[Data for the task]

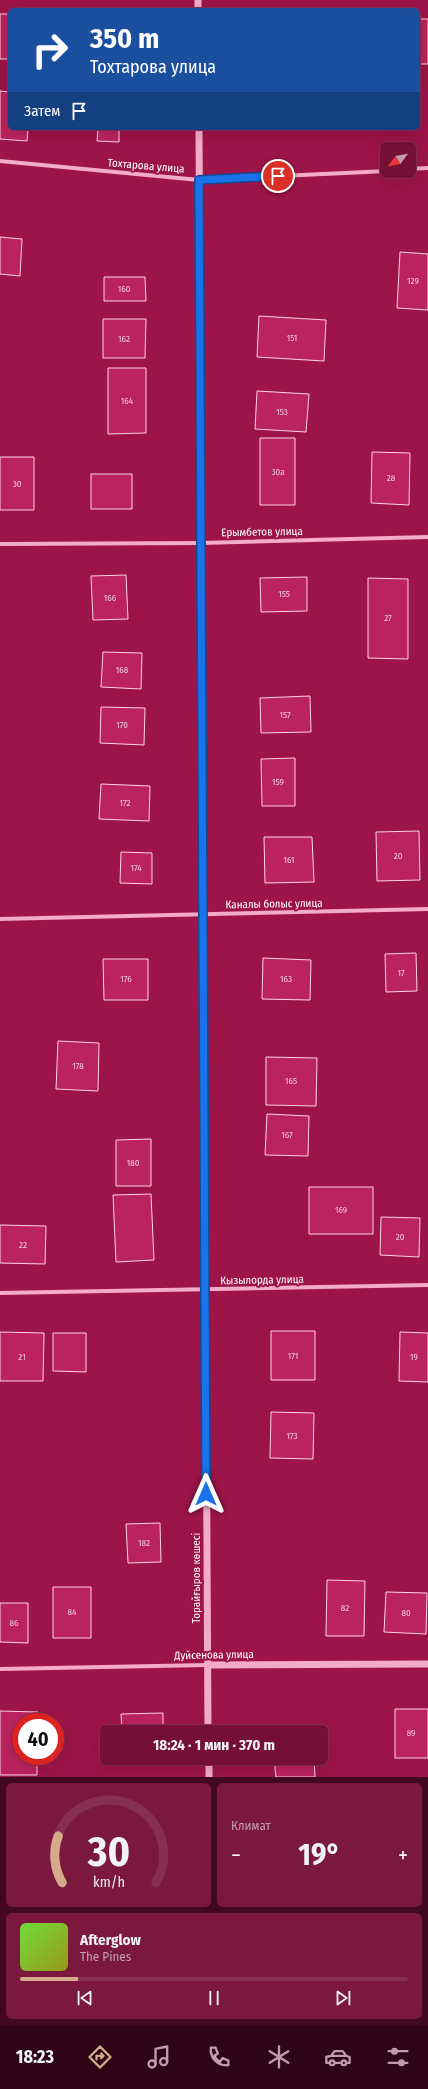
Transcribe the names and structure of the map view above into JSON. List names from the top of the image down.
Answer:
{
  "streets": {
    "street": [
      "Тохтарова улица",
      "Ерымбетов улица",
      "Каналы болыс улица",
      "Кызылорда улица",
      "Торайғыров көшесі",
      "Дуйсенова улица"
    ]
  },
  "crossings": [
    ["Тохтарова улица", "Торайғыров көшесі"],
    ["Ерымбетов улица", "Торайғыров көшесі"],
    ["Каналы болыс улица", "Торайғыров көшесі"],
    ["Кызылорда улица", "Торайғыров көшесі"],
    ["Торайғыров көшесі", "Дуйсенова улица"]
  ],
  "house_numbers": [
    "129",
    "160",
    "151",
    "162",
    "164",
    "153",
    "30а",
    "28",
    "30",
    "155",
    "166",
    "27",
    "168",
    "157",
    "170",
    "159",
    "172",
    "20",
    "161",
    "174",
    "17",
    "176",
    "163",
    "178",
    "165",
    "167",
    "180",
    "169",
    "20",
    "22",
    "171",
    "21",
    "19",
    "173",
    "182",
    "82",
    "84",
    "80",
    "86",
    "89"
  ],
  "north": "bottom left",
  "page": {
    "turn": ["350 m", "Тохтарова улица"],
    "then": "Затем",
    "limit": "40",
    "trip": "18:24 · 1 мин · 370 m",
    "tile": "Климат",
    "heat": ["−", "19°", "+"],
    "song": ["Afterglow", "The Pines"],
    "tabs": "18:23",
    "gauge": ["30", "km/h"]
  }
}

[/Data for the task]

▶ [To do]:
Nothing but an exact copy of the data, without its images, should make up your answer.

▶ [Answer to the exercise]:
Transcribe the names and structure of the map view above into JSON. List names from the top of the image down.
Answer:
{
  "streets": {
    "street": [
      "Тохтарова улица",
      "Ерымбетов улица",
      "Каналы болыс улица",
      "Кызылорда улица",
      "Торайғыров көшесі",
      "Дуйсенова улица"
    ]
  },
  "crossings": [
    ["Тохтарова улица", "Торайғыров көшесі"],
    ["Ерымбетов улица", "Торайғыров көшесі"],
    ["Каналы болыс улица", "Торайғыров көшесі"],
    ["Кызылорда улица", "Торайғыров көшесі"],
    ["Торайғыров көшесі", "Дуйсенова улица"]
  ],
  "house_numbers": [
    "129",
    "160",
    "151",
    "162",
    "164",
    "153",
    "30а",
    "28",
    "30",
    "155",
    "166",
    "27",
    "168",
    "157",
    "170",
    "159",
    "172",
    "20",
    "161",
    "174",
    "17",
    "176",
    "163",
    "178",
    "165",
    "167",
    "180",
    "169",
    "20",
    "22",
    "171",
    "21",
    "19",
    "173",
    "182",
    "82",
    "84",
    "80",
    "86",
    "89"
  ],
  "north": "bottom left",
  "page": {
    "turn": ["350 m", "Тохтарова улица"],
    "then": "Затем",
    "limit": "40",
    "trip": "18:24 · 1 мин · 370 m",
    "tile": "Климат",
    "heat": ["−", "19°", "+"],
    "song": ["Afterglow", "The Pines"],
    "tabs": "18:23",
    "gauge": ["30", "km/h"]
  }
}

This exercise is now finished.